What you return must match the entries word for word, minus the pictures.

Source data
##############################
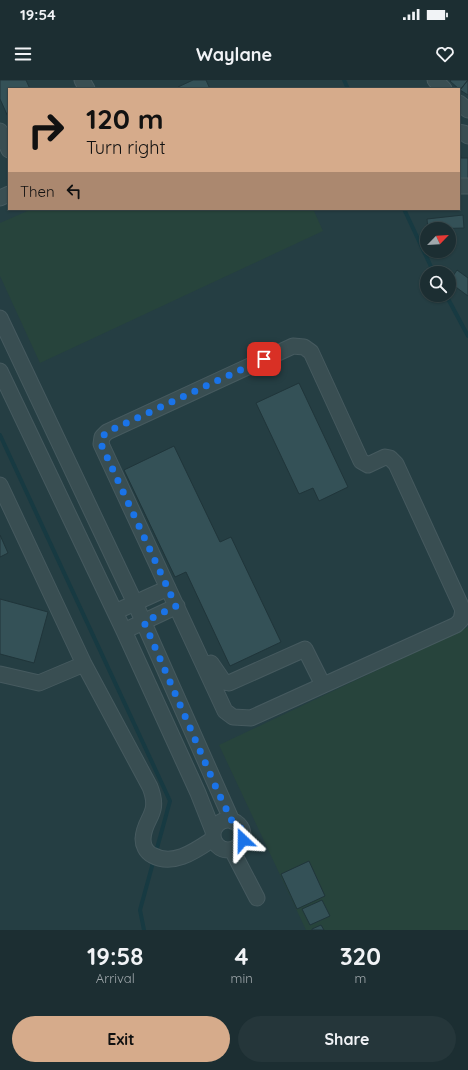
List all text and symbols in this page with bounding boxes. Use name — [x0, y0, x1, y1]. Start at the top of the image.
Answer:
text: 19:54 — [20, 5, 56, 24]
icon: menu — [12, 43, 34, 65]
text: Waylane — [196, 43, 272, 66]
icon: heart — [434, 43, 456, 65]
text: 120 m — [86, 101, 164, 136]
icon: right — [20, 104, 72, 156]
text: Turn right — [86, 136, 166, 159]
icon: left — [63, 180, 85, 202]
text: Then — [20, 182, 55, 201]
north arrow — [420, 222, 456, 258]
map controls — [420, 222, 456, 302]
button: search — [420, 266, 456, 302]
pin — [247, 342, 281, 376]
icon: arrive — [253, 348, 275, 370]
position arrow — [222, 819, 264, 861]
text: 19:58 — [87, 941, 144, 971]
text: 4 — [235, 941, 249, 971]
text: 320 — [340, 941, 381, 971]
text: Arrival — [96, 970, 135, 986]
text: min — [231, 970, 253, 986]
text: m — [354, 970, 366, 986]
button: Exit — [12, 1016, 230, 1062]
button: Share — [238, 1016, 456, 1062]

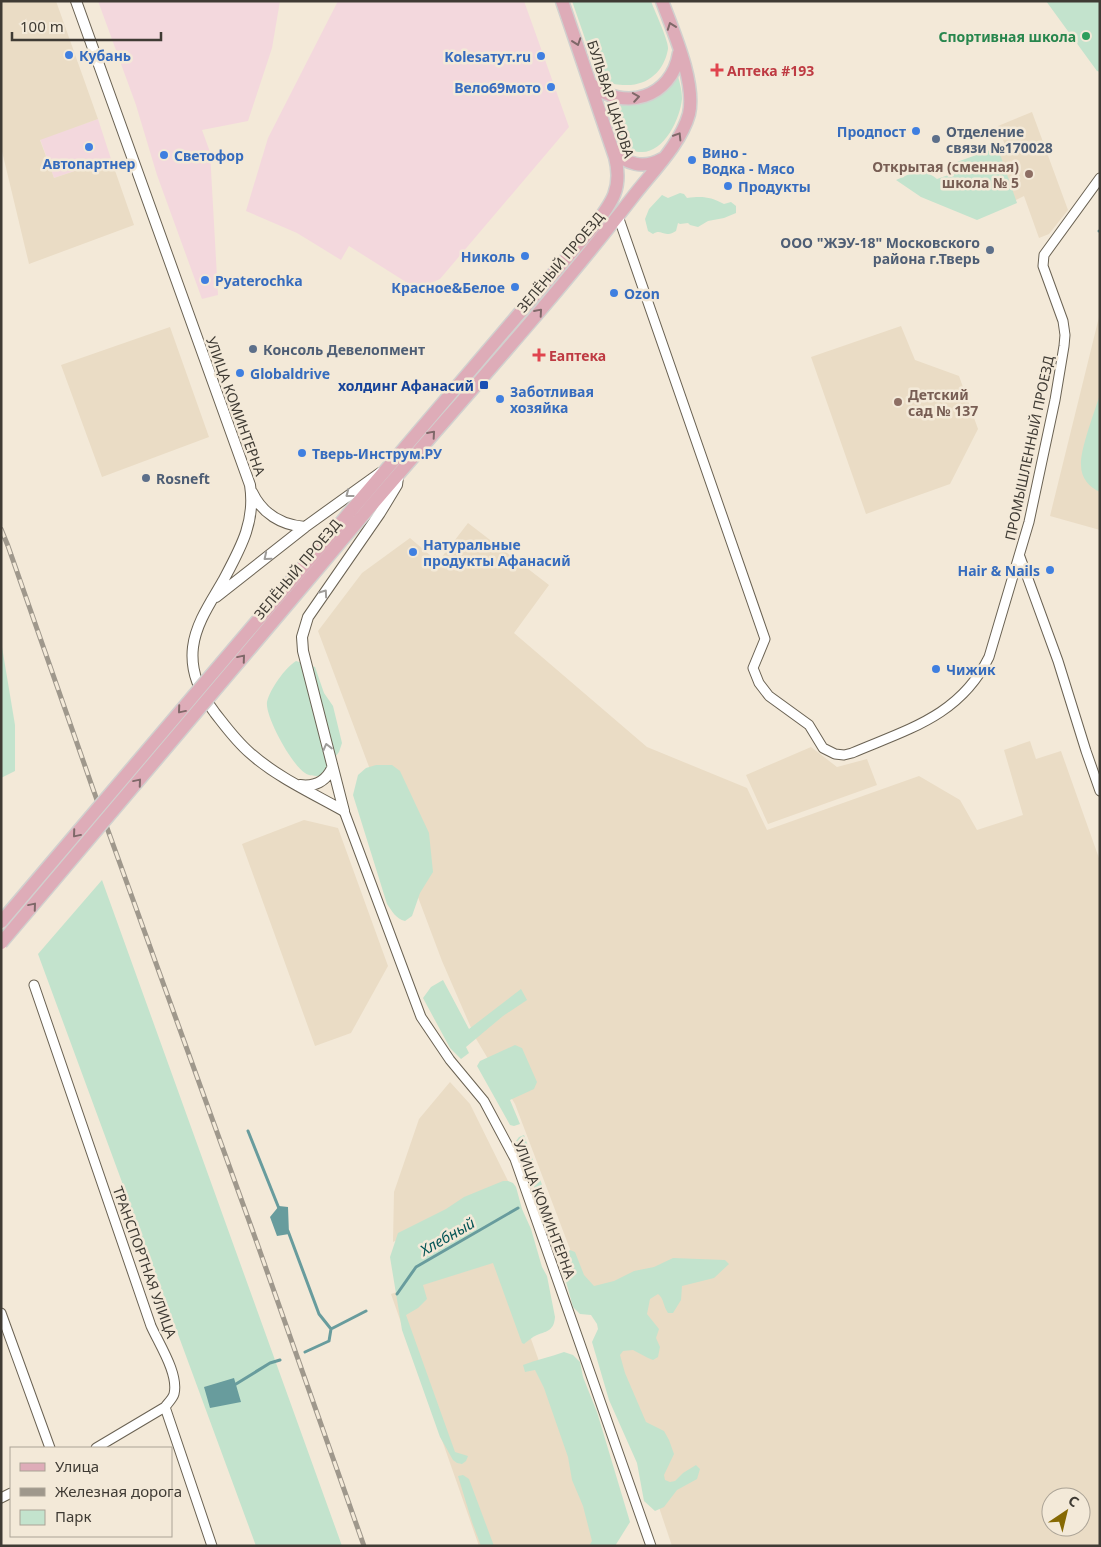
##############################
» Task answer:
List all text and symbols in this page with bounding boxes. Use name — [x0, y0, x1, y1]. Start at the top of the image.
Answer:
text: 19:54 — [20, 5, 56, 24]
icon: menu — [12, 43, 34, 65]
text: Waylane — [196, 43, 272, 66]
icon: heart — [434, 43, 456, 65]
text: 120 m — [86, 101, 164, 136]
icon: right — [20, 104, 72, 156]
text: Turn right — [86, 136, 166, 159]
icon: left — [63, 180, 85, 202]
text: Then — [20, 182, 55, 201]
north arrow — [420, 222, 456, 258]
map controls — [420, 222, 456, 302]
button: search — [420, 266, 456, 302]
pin — [247, 342, 281, 376]
icon: arrive — [253, 348, 275, 370]
position arrow — [222, 819, 264, 861]
text: 19:58 — [87, 941, 144, 971]
text: 4 — [235, 941, 249, 971]
text: 320 — [340, 941, 381, 971]
text: Arrival — [96, 970, 135, 986]
text: min — [231, 970, 253, 986]
text: m — [354, 970, 366, 986]
button: Exit — [12, 1016, 230, 1062]
button: Share — [238, 1016, 456, 1062]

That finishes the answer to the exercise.